Instructions for the task: Print each record below word for word.

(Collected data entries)
************

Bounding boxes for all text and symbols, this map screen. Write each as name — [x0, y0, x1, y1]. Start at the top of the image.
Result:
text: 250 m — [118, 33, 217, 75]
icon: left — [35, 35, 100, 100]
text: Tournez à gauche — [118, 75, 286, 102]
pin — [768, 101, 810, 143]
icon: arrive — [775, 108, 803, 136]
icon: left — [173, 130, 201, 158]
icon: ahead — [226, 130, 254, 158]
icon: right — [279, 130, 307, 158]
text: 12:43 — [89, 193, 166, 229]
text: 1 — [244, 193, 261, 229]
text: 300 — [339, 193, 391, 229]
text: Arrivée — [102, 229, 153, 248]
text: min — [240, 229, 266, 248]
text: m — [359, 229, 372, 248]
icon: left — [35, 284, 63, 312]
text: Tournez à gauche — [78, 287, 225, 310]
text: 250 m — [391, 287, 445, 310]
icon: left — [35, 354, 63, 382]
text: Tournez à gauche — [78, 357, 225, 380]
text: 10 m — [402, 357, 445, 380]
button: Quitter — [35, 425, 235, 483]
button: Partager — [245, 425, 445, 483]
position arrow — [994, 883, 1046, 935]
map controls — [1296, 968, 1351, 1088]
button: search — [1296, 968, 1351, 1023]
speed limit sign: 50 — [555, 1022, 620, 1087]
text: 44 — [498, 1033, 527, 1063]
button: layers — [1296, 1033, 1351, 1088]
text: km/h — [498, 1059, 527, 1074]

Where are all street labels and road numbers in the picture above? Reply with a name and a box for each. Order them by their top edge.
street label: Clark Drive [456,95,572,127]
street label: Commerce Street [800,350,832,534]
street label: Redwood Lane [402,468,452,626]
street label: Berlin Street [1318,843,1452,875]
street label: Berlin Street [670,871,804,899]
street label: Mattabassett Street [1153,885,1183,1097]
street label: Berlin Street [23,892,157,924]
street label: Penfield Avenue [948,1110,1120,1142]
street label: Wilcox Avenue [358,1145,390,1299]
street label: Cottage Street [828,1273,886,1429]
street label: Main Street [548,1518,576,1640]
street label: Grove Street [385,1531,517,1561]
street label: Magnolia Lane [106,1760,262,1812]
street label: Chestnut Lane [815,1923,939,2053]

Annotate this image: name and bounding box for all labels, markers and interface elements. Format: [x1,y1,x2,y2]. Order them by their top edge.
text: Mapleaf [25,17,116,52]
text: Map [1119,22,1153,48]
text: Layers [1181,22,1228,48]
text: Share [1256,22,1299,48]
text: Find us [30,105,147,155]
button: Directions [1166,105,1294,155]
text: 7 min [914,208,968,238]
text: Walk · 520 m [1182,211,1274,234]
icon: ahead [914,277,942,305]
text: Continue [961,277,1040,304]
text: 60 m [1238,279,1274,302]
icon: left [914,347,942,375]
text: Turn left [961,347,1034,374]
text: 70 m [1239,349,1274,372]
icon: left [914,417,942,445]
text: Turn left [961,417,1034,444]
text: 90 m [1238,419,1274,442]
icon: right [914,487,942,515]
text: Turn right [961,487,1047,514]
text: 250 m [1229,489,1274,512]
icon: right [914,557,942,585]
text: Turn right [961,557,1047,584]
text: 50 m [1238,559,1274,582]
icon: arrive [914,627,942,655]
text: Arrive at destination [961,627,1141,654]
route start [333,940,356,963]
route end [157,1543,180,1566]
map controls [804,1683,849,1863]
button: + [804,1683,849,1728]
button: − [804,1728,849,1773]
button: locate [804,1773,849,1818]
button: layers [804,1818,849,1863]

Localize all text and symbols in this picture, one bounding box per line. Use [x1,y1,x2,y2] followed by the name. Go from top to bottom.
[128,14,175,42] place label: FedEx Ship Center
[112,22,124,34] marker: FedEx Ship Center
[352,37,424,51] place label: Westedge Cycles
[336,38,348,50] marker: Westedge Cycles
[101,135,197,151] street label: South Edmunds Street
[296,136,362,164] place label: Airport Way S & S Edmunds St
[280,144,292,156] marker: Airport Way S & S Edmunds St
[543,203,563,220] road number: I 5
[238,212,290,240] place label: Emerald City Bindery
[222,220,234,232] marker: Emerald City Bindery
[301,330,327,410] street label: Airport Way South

************

Output for this task:
Bounding boxes for all text and symbols, this map screen. Write each as name — [x0, y0, x1, y1]. Start at the top of the image.
Result:
text: 250 m — [118, 33, 217, 75]
icon: left — [35, 35, 100, 100]
text: Tournez à gauche — [118, 75, 286, 102]
pin — [768, 101, 810, 143]
icon: arrive — [775, 108, 803, 136]
icon: left — [173, 130, 201, 158]
icon: ahead — [226, 130, 254, 158]
icon: right — [279, 130, 307, 158]
text: 12:43 — [89, 193, 166, 229]
text: 1 — [244, 193, 261, 229]
text: 300 — [339, 193, 391, 229]
text: Arrivée — [102, 229, 153, 248]
text: min — [240, 229, 266, 248]
text: m — [359, 229, 372, 248]
icon: left — [35, 284, 63, 312]
text: Tournez à gauche — [78, 287, 225, 310]
text: 250 m — [391, 287, 445, 310]
icon: left — [35, 354, 63, 382]
text: Tournez à gauche — [78, 357, 225, 380]
text: 10 m — [402, 357, 445, 380]
button: Quitter — [35, 425, 235, 483]
button: Partager — [245, 425, 445, 483]
position arrow — [994, 883, 1046, 935]
map controls — [1296, 968, 1351, 1088]
button: search — [1296, 968, 1351, 1023]
speed limit sign: 50 — [555, 1022, 620, 1087]
text: 44 — [498, 1033, 527, 1063]
button: layers — [1296, 1033, 1351, 1088]
text: km/h — [498, 1059, 527, 1074]

Where are all street labels and road numbers in the picture above? Reply with a name and a box for each. Order them by their top edge.
street label: Clark Drive [456,95,572,127]
street label: Commerce Street [800,350,832,534]
street label: Redwood Lane [402,468,452,626]
street label: Berlin Street [1318,843,1452,875]
street label: Berlin Street [670,871,804,899]
street label: Mattabassett Street [1153,885,1183,1097]
street label: Berlin Street [23,892,157,924]
street label: Penfield Avenue [948,1110,1120,1142]
street label: Wilcox Avenue [358,1145,390,1299]
street label: Cottage Street [828,1273,886,1429]
street label: Main Street [548,1518,576,1640]
street label: Grove Street [385,1531,517,1561]
street label: Magnolia Lane [106,1760,262,1812]
street label: Chestnut Lane [815,1923,939,2053]

Annotate this image: name and bounding box for all labels, markers and interface elements. Format: [x1,y1,x2,y2]. Order them by their top edge.
text: Mapleaf [25,17,116,52]
text: Map [1119,22,1153,48]
text: Layers [1181,22,1228,48]
text: Share [1256,22,1299,48]
text: Find us [30,105,147,155]
button: Directions [1166,105,1294,155]
text: 7 min [914,208,968,238]
text: Walk · 520 m [1182,211,1274,234]
icon: ahead [914,277,942,305]
text: Continue [961,277,1040,304]
text: 60 m [1238,279,1274,302]
icon: left [914,347,942,375]
text: Turn left [961,347,1034,374]
text: 70 m [1239,349,1274,372]
icon: left [914,417,942,445]
text: Turn left [961,417,1034,444]
text: 90 m [1238,419,1274,442]
icon: right [914,487,942,515]
text: Turn right [961,487,1047,514]
text: 250 m [1229,489,1274,512]
icon: right [914,557,942,585]
text: Turn right [961,557,1047,584]
text: 50 m [1238,559,1274,582]
icon: arrive [914,627,942,655]
text: Arrive at destination [961,627,1141,654]
route start [333,940,356,963]
route end [157,1543,180,1566]
map controls [804,1683,849,1863]
button: + [804,1683,849,1728]
button: − [804,1728,849,1773]
button: locate [804,1773,849,1818]
button: layers [804,1818,849,1863]

Localize all text and symbols in this picture, one bounding box per line. Use [x1,y1,x2,y2] followed by the name. Go from top to bottom.
[128,14,175,42] place label: FedEx Ship Center
[112,22,124,34] marker: FedEx Ship Center
[352,37,424,51] place label: Westedge Cycles
[336,38,348,50] marker: Westedge Cycles
[101,135,197,151] street label: South Edmunds Street
[296,136,362,164] place label: Airport Way S & S Edmunds St
[280,144,292,156] marker: Airport Way S & S Edmunds St
[543,203,563,220] road number: I 5
[238,212,290,240] place label: Emerald City Bindery
[222,220,234,232] marker: Emerald City Bindery
[301,330,327,410] street label: Airport Way South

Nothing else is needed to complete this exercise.